Me and my Apo (grandmother). 

My Grandmother and The Talking Pig.

A childhood story.


When I was a child and felt so young, my grandmother told me stories about the Japanese occupation of the Philippines. I solicited these stories, usually at bed time, at times when she was sick and I thought a good distraction was needed, and often over her oily and delicious home-cooked meals. This form of storytelling between me and my grandmother was the closest to a literary childhood I could get. In a small province, we lived in a straw but solid hut that lay between the sooty squatter areas and the people who lived better off. We floated somewhere in between, and the little money that we had was spent on the essentials. Needless to say, I didn’t grow up around many books. Apo, my grandmother, solely relied on her fantastic(al) stories about her life to satiate my hunger for stories.

There was that story with the talking pig.

In the middle of the night, my grandmother and my mother ran away from the Japanese. Apo described it as an exodus of people running stealthily to the mountains to hide from an army who looted, killed and raped women.My grandmother and my mom, alongside the other villagers, left their home from imminent danger. Away from the main roads, they had to the walk up a path where the grass grew tall and brown. And that’s were they met the talking pig who would not let them through.

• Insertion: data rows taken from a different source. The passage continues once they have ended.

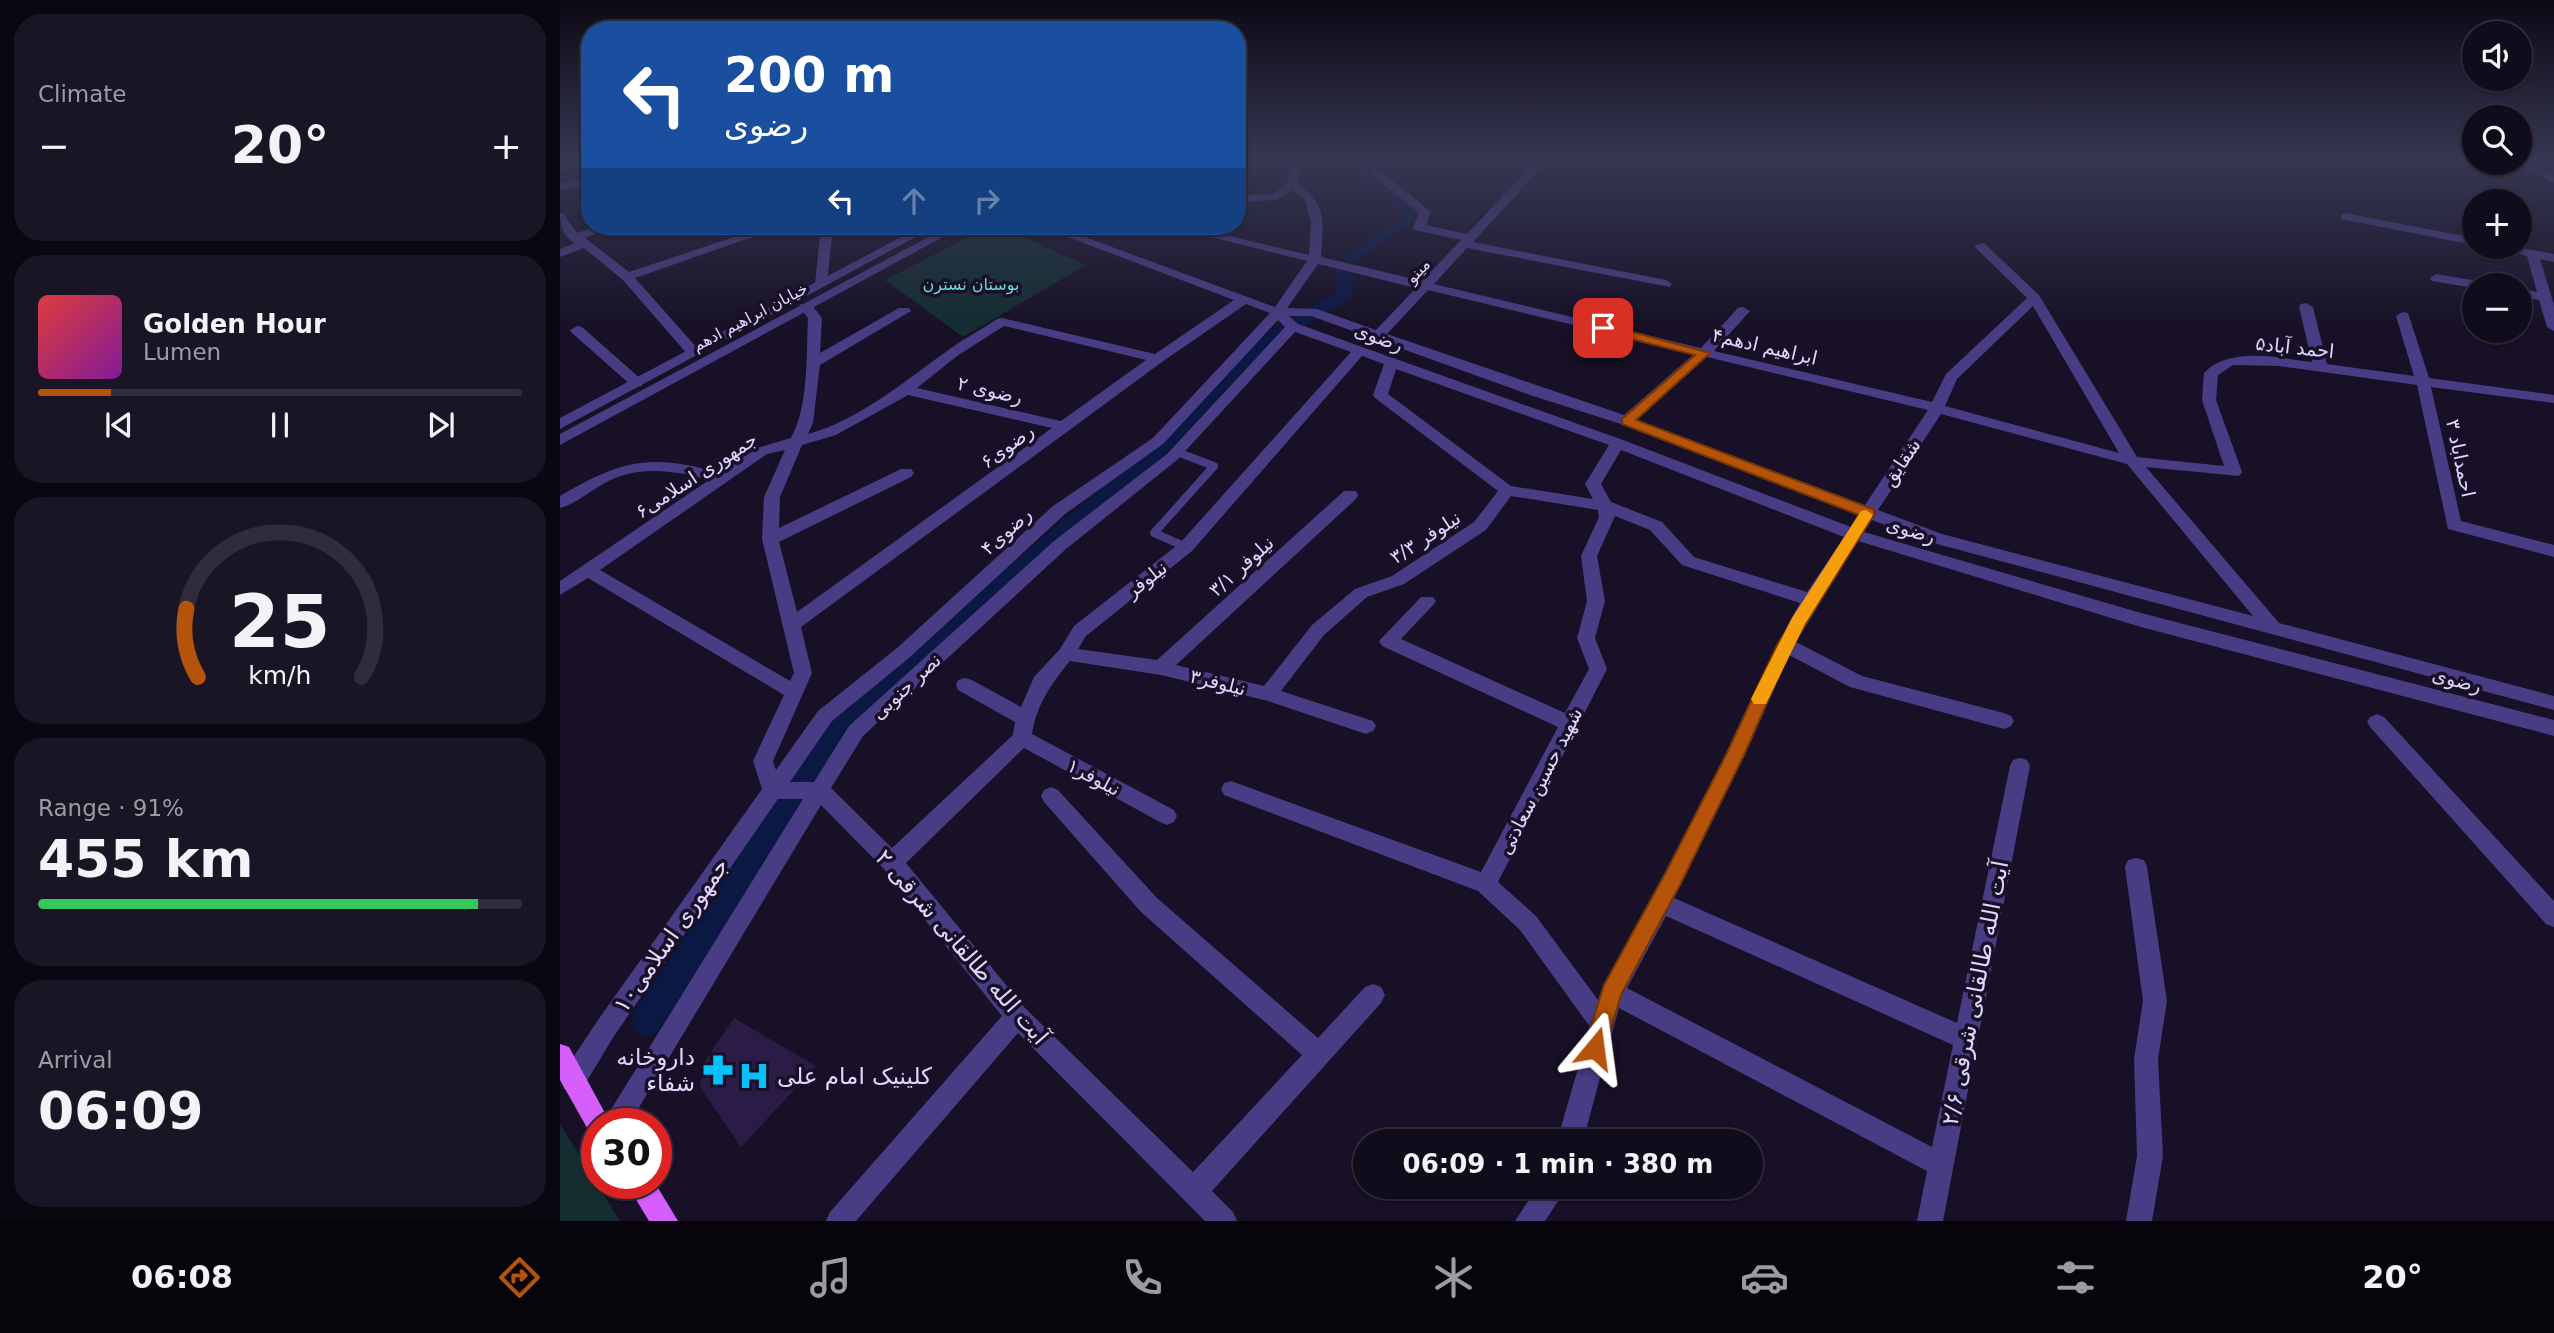 <!DOCTYPE html>
<meta charset="utf-8">
<style>
:root{--surface:#110c1c;--page:#1a1525;--text:#f1f3f6;--muted:#9c9ba3;--line:#302c3b;--accent:#b45309}
body{margin:0;font-family:"DejaVu Sans","Noto Naskh Arabic",sans-serif;background:var(--page);color:var(--text);height:100vh;display:flex;flex-direction:column;font-size:26px;white-space:nowrap}
*{box-sizing:border-box;margin:0}
p{font-size:23px;color:var(--muted)}
.icon{flex:none;width:38px;height:38px;fill:none;stroke:currentColor;stroke-width:2;stroke-linecap:round;stroke-linejoin:round}
.map{position:relative;flex:1;overflow:hidden}
.drawer{display:flex;flex-direction:column;gap:14px;padding:14px;background:#09070f;width:560px}
.drawer>*{flex:none}
.top-card{position:absolute;left:21px;top:21px;width:665px;height:214px;border-radius:28px;box-shadow:0 2px 5px #0004,0 0 0 2px var(--line);background:#1a4fa0;color:#fff;overflow:hidden}
.buttons{position:absolute;left:1902px;top:21px;display:grid;gap:14px}
.buttons a{display:grid;place-items:center;width:70px;height:70px;border-radius:50%;background:var(--surface);box-shadow:0 2px 5px #0004,0 0 0 2px var(--line);font-size:35px}
.speed{position:absolute;left:21px;top:1108px;display:flex;gap:14px;font-size:35px;font-weight:700;text-align:center}
.speed>*{display:grid;place-content:center;width:91px;height:91px;border-radius:50%;background:var(--surface);box-shadow:0 2px 5px #0004,0 0 0 2px var(--line);line-height:1}
.speed .limit{border:10px solid #d22;background:#fff;color:#111}
.pin{position:absolute;display:grid;place-items:center;width:60px;height:60px;color:#fff;margin:-30px;border-radius:14px;box-shadow:0 4px 10px #0006}
.me{position:absolute;width:77px;margin:-38px;rotate:16deg;stroke-linejoin:round;filter:drop-shadow(0 0 5px #0008)}
.turn{display:flex;align-items:center;gap:24px;height:147px;padding:0 28px;font-size:32px}
.turn .icon{width:91px;height:91px;stroke-width:2.5}
.turn b{display:block;font-size:49px;line-height:60px}
.lanes{display:flex;align-items:center;height:66px;padding:0 28px;background:#0003;justify-content:center;gap:35px;direction:ltr}
.lanes .off{opacity:.35}
.big{font-size:52px;font-weight:600;line-height:1.1}
.drawer .tile{flex:1;display:flex;flex-direction:column;justify-content:center;gap:10px;min-width:0;padding:0 24px;border-radius:28px;background:var(--page)}
.drawer .dial{align-items:center;gap:0}
.dial svg{height:182px;overflow:visible;fill:none;stroke:var(--line);stroke-width:7;stroke-linecap:round;text-anchor:middle}
.dial text{fill:var(--text);stroke:none}
.song{display:flex;align-items:center;gap:21px}
.cover{width:84px;height:84px;border-radius:10px;background:linear-gradient(135deg,hsl(0 70% 55%),hsl(290 70% 35%))}
.played{height:7px;border-radius:4px;background:linear-gradient(90deg,var(--accent) 15%,var(--line) 15%)}
.keys{display:flex;justify-content:space-around;direction:ltr}
.heat{display:flex;justify-content:space-between;align-items:center;font-size:38px;direction:ltr}
.charge{height:10px;border-radius:5px;background:linear-gradient(90deg,#34c759 91%,var(--line) 0)}
.trip{position:absolute;left:793px;top:1129px;width:410px;height:70px;border-radius:35px;background:var(--surface);box-shadow:0 2px 5px #0004,0 0 0 2px var(--line);font-weight:600;line-height:70px;text-align:center}
.tabs{display:flex;height:112px;justify-content:space-around;align-items:center;background:#07050b;color:var(--muted)}
.tabs .icon{width:49px;height:49px}
.tabs .selected{color:var(--accent)}
.tabs b{font-size:32px;color:var(--text)}
main{display:flex;flex:1;min-height:0}
.map>svg:first-child{display:block}
.green{fill:#132d30}
.lines{fill:none;stroke-linecap:round;stroke-linejoin:round}
.canal{fill:#0b1844;fill-rule:evenodd}
.building{fill:#2b1c47}
.service{stroke:#483c84;stroke-width:8}
.minor{fill:#483c84;fill-rule:evenodd}
.tertiary{fill:#483c84;fill-rule:evenodd}
.primary{fill:#d65ffc;fill-rule:evenodd}
.route{fill:#b45309;stroke:#753606;stroke-width:2}
.slow{fill:#f59e0b}
.labels{text-anchor:middle;dominant-baseline:central;stroke-width:7;stroke-linejoin:round;paint-order:stroke}
.far-street-label{font-size:16px;fill:#e0d6fe;stroke:#171026}
.far-park-label{font-size:16px;fill:#62ddcf;stroke:#171026}
.street-label{font-size:19px;fill:#e0d6fe;stroke:#171026}
.near-street-label{font-size:23px;fill:#e0d6fe;stroke:#171026}
.near-poi-label{font-size:23px;fill:#e0d6fe;stroke:#171026;text-anchor:end}
</style>
<main>
<section class="drawer">
<div class="tile"><p>Climate</p>
<div class="heat"><a>−</a><b class="big">20°</b><a>+</a></div>
</div>
<div class="tile">
<div class="song"><i class="cover"></i><div><b>Golden Hour</b><p>Lumen</p></div></div>
<div class="played"></div>
<div class="keys"><svg class="icon" aria-label="previous" viewBox="0 0 24 24"><path d="M18 5L8 12l10 7zM5 5v14"/></svg><svg class="icon" aria-label="pause" viewBox="0 0 24 24"><path d="M8 5v14M16 5v14"/></svg><svg class="icon" aria-label="next" viewBox="0 0 24 24"><path d="M6 5l10 7-10 7zM19 5v14"/></svg></div>
</div>
<div class="tile dial"><svg viewBox="0 0 100 80">
<path d="M14 69A42 42 0 1 1 86 69"/>
<path d="M14 69A42 42 0 0 1 9 39" stroke="#b45309"/>
<text x="50" y="56" font-size="32" font-weight="700">25</text>
<text x="50" y="72" font-size="11">km/h</text>
</svg></div>
<div class="tile"><p>Range · 91%</p><b class="big">455 km</b><div class="charge"></div></div>
<div class="tile"><p>Arrival</p><b class="big">06:09</b></div>
</section>
<div class="map">
<svg width="1994" height="1221" viewBox="0 0 1994 1221">
<rect width="100%" height="100%" fill="#171026"/>
<!-- green -->
<path class="green" d="M430 226H438L526 265 403 337 325 280Z
M0 1124 60 1221H0Z"/>
<g class="lines">
<!-- canal -->
<path class="canal" d="M799 160H813L806 170 836 191 856 211 852 222 791 264 783 259 785 256 840 217V212L826 197 793 174 791 171Z
M785 266 793 271V294L791 298 724 337 694 359 610 450 293 726 97 1033 86 1037 75 1033 71 1022 75 1011 275 712 596 442 682 351 712 329 777 292V271Z"/>
</g>
<!-- building -->
<path class="building" d="M174 1018 256 1066 181 1147 140 1087 145 1061Z"/>
<g class="lines">
<!-- service -->
<path class="service" d="M617 452 654 466 594 533 626 547"/>
<!-- minor -->
<path class="minor" d="M10 160H26L0 170V163Z
M732 160H742L738 184C768 204 763 224 761 257L862 281 901 240 855 230 853 227 859 213 804 168V164L811 160H824L815 166 871 212 866 225 907 234 973 164H981V168L913 242 1106 280 1112 284 1110 287 907 248 874 284 1141 348 1178 308 1183 307 1190 311 1154 351 1372 402 1386 374 1467 298 1414 246 1424 243 1479 295 1577 457 1664 466 1642 400 1644 373C1670 346 1719 358 1752 362L1739 307 1741 304 1746 303 1753 307 1767 364 1854 376 1836 316 1843 312 1848 313 1869 378 1994 395V403L1871 387 1901 521 1994 545V557L1888 529 1857 385 1719 366 1673 365 1658 375 1656 400 1682 472 1679 476 1586 467 1719 623 1994 696V710L1377 544 1312 520 1304 532 1581 613 1994 720V736L1581 627 1298 541 1236 642 1302 676 1444 713 1451 716 1454 721 1451 726 1444 729 1290 687 1229 655 1185 755 1114 898 1397 1023 1450 766 1453 760 1460 758 1467 760 1470 766 1383 1221H1357L1367 1171 1059 1008 1023 1141H997L1030 1027 960 930 918 891 664 795 661 789 664 783 671 781 921 872 998 727 822 646 819 641 861 597H873L876 601 873 605 841 639 1005 713 1029 669 1017 638 1027 601 1021 556 1039 517 1038 510 951 496 926 530 844 584 807 597 764 635 721 691 813 721 816 726 813 731 806 734 708 701 601 675 510 661C491 684 477 704 472 734L614 810 617 816 614 822 607 825 600 822 464 748 346 863 465 1008 633 1172 742 1055 581 912 484 802 481 796 484 790 491 787 498 790 597 898 758 1038 805 987 813 984 821 987 825 995 821 1003 652 1191 673 1212 677 1221H645L458 1033 296 1221H266L270 1212 442 1016 324 869 261 805 69 1124H42L243 799H218L54 1036 22 1089 13 1092 4 1089 1 1080 4 1071 38 1020 202 789 193 761 224 695 28 578 0 595V581L149 480C113 470 76 465 43 484 29 492 15 504 0 508V496C61 460 90 453 160 473L197 448 231 438C249 404 246 357 248 318L239 307 241 304H251L262 318 260 353 339 308H349L351 311 260 365 253 423 248 434C301 419 343 382 387 351 403 339 421 330 437 319L442 318 595 354 674 300 479 226H495L715 307 747 261 608 226H628L749 255 751 223 745 199 732 190 716 200 677 202V196L713 194 727 184ZM758 264 856 288 816 330 757 309 727 308ZM868 290 1134 354 1064 415 827 334ZM686 304 710 313 593 438 493 506 337 648 258 711 216 770 213 761 252 673 241 627 602 362ZM1473 306 1559 453 1385 406 1397 379ZM729 316H751L970 395 1061 424 1299 515 1291 527 1063 440 738 324ZM718 320 725 327 607 454 494 541 289 726 254 782H230L272 721 349 658 505 514 603 444ZM444 326 586 360 501 421 357 388 397 356ZM735 332 791 352 620 543 514 626 500 649 474 677 461 707 412 680 405 678 398 680 396 685 398 690 455 722 453 735 332 848 271 788 303 736 506 549 617 460ZM802 356 824 364 813 395 815 398 938 491 914 522 832 576 795 589 752 625 704 686 616 665 796 499 798 495 796 491H784L597 660 518 649 526 636 632 551ZM1147 357 1368 410 1305 505 1076 420ZM836 369 1049 445 1025 484 1033 499 951 486 828 394ZM348 395 492 428 237 612 219 542 351 477 354 473 351 469H341L219 528 220 497 242 445 276 435ZM1381 414 1567 464 1693 616 1382 534 1318 510ZM225 450 204 497 202 539 234 673 230 681 40 570 207 454ZM1061 450 1284 537 1247 592 1134 557 1102 522 1051 502 1041 484ZM1055 516 1090 530 1122 565 1240 603C1211 653 1190 705 1164 757 1126 834 1086 909 1044 984L1038 1000 976 916 938 882 1047 669 1035 638 1045 601 1037 556ZM1106 916 1393 1045 1372 1147 1067 988Z
M1960 160H1970L1994 175V183L1960 163Z
M30 176V183L0 191V184Z
M0 213 4 214 17 233 38 226H55L25 238 69 272 207 226H224L75 278 138 349V355H128L63 280 24 248 0 257V249L15 243C3 237 0 224 0 213Z
M1785 213 1914 238V245L1781 219V215Z
M261 226H273L267 284 261 288 255 284Z
M1931 247H1955L1994 254V262L1980 259 1994 305V331L1987 327 1979 300 1960 297V289L1977 292 1967 256Z
M1876 274 1918 281 1924 285H1914V288L1872 281 1870 278Z
M17 326 22 327 82 380V386H72L12 333 10 330Z
M1817 714 1824 717 1994 901V927L1986 924 1810 727 1807 722 1810 717Z
M1576 858 1584 860 1587 867 1607 1001 1598 1059 1603 1156 1592 1221H1566L1577 1156 1574 1059 1583 1001 1565 867 1568 860Z
M978 1186H1008L985 1221H955Z"/>
<!-- tertiary -->
<path class="tertiary" d="M362 226H376L0 429V418Z
M389 226H403L0 445V434Z"/>
<!-- primary -->
<path class="primary" d="M0 1044 9 1047 51 1124H37V1136L30 1133 0 1080Z
M66 1183H95L118 1221H89Z"/>
</g>
<!-- sky -->
<linearGradient id="sky" x2="0" y2="1"><stop stop-color="#0d0915"/><stop offset="0.48" stop-color="#363752"/><stop offset="1" stop-color="#363752" stop-opacity="0"/></linearGradient>
<rect width="1994" height="331" fill="url(#sky)"/>
<!-- route -->
<path class="route" d="M1043 324 1150 353 1076 420 1313 509 1315 513 1232 646 1184 755 1120 885 1061 995 1043 1055 1035 1058 1027 1055 1024 1048 1044 985 1106 872 1166 755 1217 645 1299 515 1062 424V419L1135 355 1039 331V326Z"/>
<!-- slow -->
<path class="slow" d="M1306 510 1313 515 1245 624 1206 704H1194L1191 699 1232 618 1301 511Z"/>
<!-- icons -->
<defs>
<g id="pharmacy-bare" transform="scale(2.415)"><path d="M-2-6h4v4h4v4h-4v4h-4v-4h-4v-4h4Z" fill="#06c0fa" stroke="#171026" stroke-width="2.5" paint-order="stroke"/></g>
<g id="hospital-bare" transform="scale(2.415)"><path d="M-5-5h3v3.5h4V-5h3V5h-3V1.5h-4V5h-3Z" fill="#06c0fa" stroke="#171026" stroke-width="2.5" paint-order="stroke"/></g>
</defs>
<g fill-rule="evenodd">
<use href="#pharmacy-bare" x="158" y="1070"/>
<use href="#hospital-bare" x="194" y="1076"/>
</g>
<g class="labels">
<!-- far-street labels -->
<g class="far-street-label">
<text transform="translate(858 271) rotate(-47)">مینو</text>
<text transform="translate(190 317) rotate(-28)">خیابان ابراهیم ادهم</text>
</g>
<!-- far-park labels -->
<g class="far-park-label">
<text x="411" y="284">بوستان نسترن</text>
</g>
<!-- street labels -->
<g class="street-label">
<text transform="translate(819 337) rotate(20)">رضوی</text>
<text transform="translate(1205 346) rotate(13)">ابراهیم ادهم۴</text>
<text transform="translate(1735 347) rotate(6)">احمد آباد۵</text>
<text transform="translate(430 390) rotate(13)">رضوی ۲</text>
<text transform="translate(447 446) rotate(-36)">رضوی۶</text>
<text transform="translate(1901 458) rotate(78)">احمداباد ۳</text>
<text transform="translate(1341 462) rotate(-56)">شقایق</text>
<text transform="translate(136 475) rotate(-33)">جمهوری اسلامی۶</text>
<text transform="translate(1351 530) rotate(17)">رضوی</text>
<text transform="translate(446 531) rotate(-42)">رضوی۴</text>
<text transform="translate(865 537) rotate(-33)">نیلوفر ۳/۳</text>
<text transform="translate(681 566) rotate(-42)">نیلوفر ۳/۱</text>
<text transform="translate(586 579) rotate(-38)">نیلوفر</text>
<text transform="translate(1897 680) rotate(15)">رضوی</text>
<text transform="translate(658 682) rotate(14)">نیلوفر۳</text>
<text transform="translate(346 686) rotate(-43)">نصر جنوبی</text>
<text transform="translate(534 777) rotate(28)">نیلوفر۱</text>
<text transform="translate(980 781) rotate(-63)">شهید حسین سعادتی</text>
</g>
<!-- near-street labels -->
<g class="near-street-label">
<text transform="translate(111 935) rotate(-55)">جمهوری اسلامی۱۰</text>
<text transform="translate(402 947) rotate(49)">آیت الله طالقانی شرقی ۲</text>
<text transform="translate(1415 993) rotate(-79)">آیت الله طالقانی شرقی ۲/۶</text>
</g>
<!-- near-poi labels -->
<g class="near-poi-label">
<text x="135" y="1057">داروخانه<tspan x="135" dy="26">شفاء</tspan></text>
<text x="217" y="1076" text-anchor="start">کلینیک امام علی</text>
</g>
</g>
</svg>
<div class="buttons">
<a><svg class="icon" aria-label="sound" viewBox="0 0 24 24"><path d="M4 9h4l5-4v14l-5-4H4zM17 9q2 3 0 6"/></svg></a>
<a><svg class="icon" aria-label="search" viewBox="0 0 24 24"><circle cx="10" cy="10" r="6"/><path d="M15 15l6 6"/></svg></a>
<a>+</a>
<a>−</a>
</div>
<div class="speed"><div class="limit">30</div></div>
<div class="pin" style="left:1043px;top:328px;background:#d93025"><svg class="icon" aria-label="arrive" viewBox="0 0 24 24"><path d="M6 21V4h12l-3 4 3 4H6"/></svg></div>
<svg class="me" style="left:1035px;top:1048px" viewBox="-20 -20 40 40"><path d="M0-17L14 15 0 8-14 15z" fill="#b45309" stroke="#fff" stroke-width="4"/></svg>
<div class="trip">06:09 · 1 min · 380 m</div>
<div class="top-card">
<div class="turn"><svg class="icon" aria-label="left" viewBox="0 0 24 24"><path d="M17 20v-9H6M10 6l-5 5 5 5"/></svg><div><b>200 m</b>رضوی</div></div>
<div class="lanes"><svg class="icon" aria-label="left" viewBox="0 0 24 24"><path d="M17 20v-9H6M10 6l-5 5 5 5"/></svg><svg class="icon off" aria-label="ahead" viewBox="0 0 24 24"><path d="M12 20V5M6 11l6-6 6 6"/></svg><svg class="icon off" aria-label="right" viewBox="0 0 24 24"><path d="M7 20v-9h11M14 6l5 5-5 5"/></svg></div>
</div>
</div>
</main>
<nav class="tabs">
<b>06:08</b>
<svg class="icon selected" aria-label="directions" viewBox="0 0 24 24"><path d="M12 3l9 9-9 9-9-9zM9 14v-3h6M13 9l2 2-2 2"/></svg>
<svg class="icon" aria-label="music" viewBox="0 0 24 24"><path d="M9 18V5l10-2v13"/><circle cx="6" cy="18" r="3"/><circle cx="16" cy="16" r="3"/></svg>
<svg class="icon" aria-label="phone" viewBox="0 0 24 24"><path d="M5 4h4l2 5-3 2q2 4 5 5l2-3 5 2v4C11 20 4 13 5 4z"/></svg>
<svg class="icon" aria-label="climate" viewBox="0 0 24 24"><path d="M12 3v18M4 7l16 10M4 17L20 7"/></svg>
<svg class="icon" aria-label="car" viewBox="0 0 24 24"><path d="M5 17H2v-5l4-1 3-4h7l3 4 3 1v5h-3M9 17h6M6 11h13"/><circle cx="7" cy="17" r="2"/><circle cx="17" cy="17" r="2"/></svg>
<svg class="icon" aria-label="filters" viewBox="0 0 24 24"><path d="M4 7h16M4 17h16"/><circle cx="9" cy="7" r="2"/><circle cx="15" cy="17" r="2"/></svg>
<b>20°</b>
</nav>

As a child, I don’t think I was very gullible. I think I was pretty damn analytical and critical of whatever story I was told. I remember asking her: Is this true? You’re lying, Apo. Was there really a talking pig? Why didn’t it want to let you pass? Why was it talking? I bugged her until she told me the truth (or maybe a half truth). A part of me didn’t believe her story, but the susceptive child in me listened in fascination.

Her eyes would widen and look at me affronted by an inquiry that questioned her integrity. “Uwa, tutu!” Yes, it’s all true, she would say.

The pig wouldn’t let them through, according to Apo, because there was an army on the crossroad. If the pig had let them through, my grandmother, my mother, and the others hiding behind the tall, brown, grass would have been captured — and probably killed or abused — by the Japanese.Once the group of soldiers passed, the pig released a guttural oink and let my grandmother and the rest run safely up to the mountains.

My Apo told (and retold) this story to me as a little boy. It’s not quite The Riddle of The Sphinx. But the story did its job: It put me to bed when I couldn’t go to sleep. It passed time whenever there was a blackout and I was frightened of the darkness that surrounded us in our hut.

It kept me asking for more stories, real or not. Anything to stimulate my imagination. Most importantly, it became a means for me and my grandmother to connect. Storytelling brought us closer together. In my mind’s eye, her life stories vividly replay themselves. Forever, I will remember Apo’s stories and the warm, gentle voice that told them.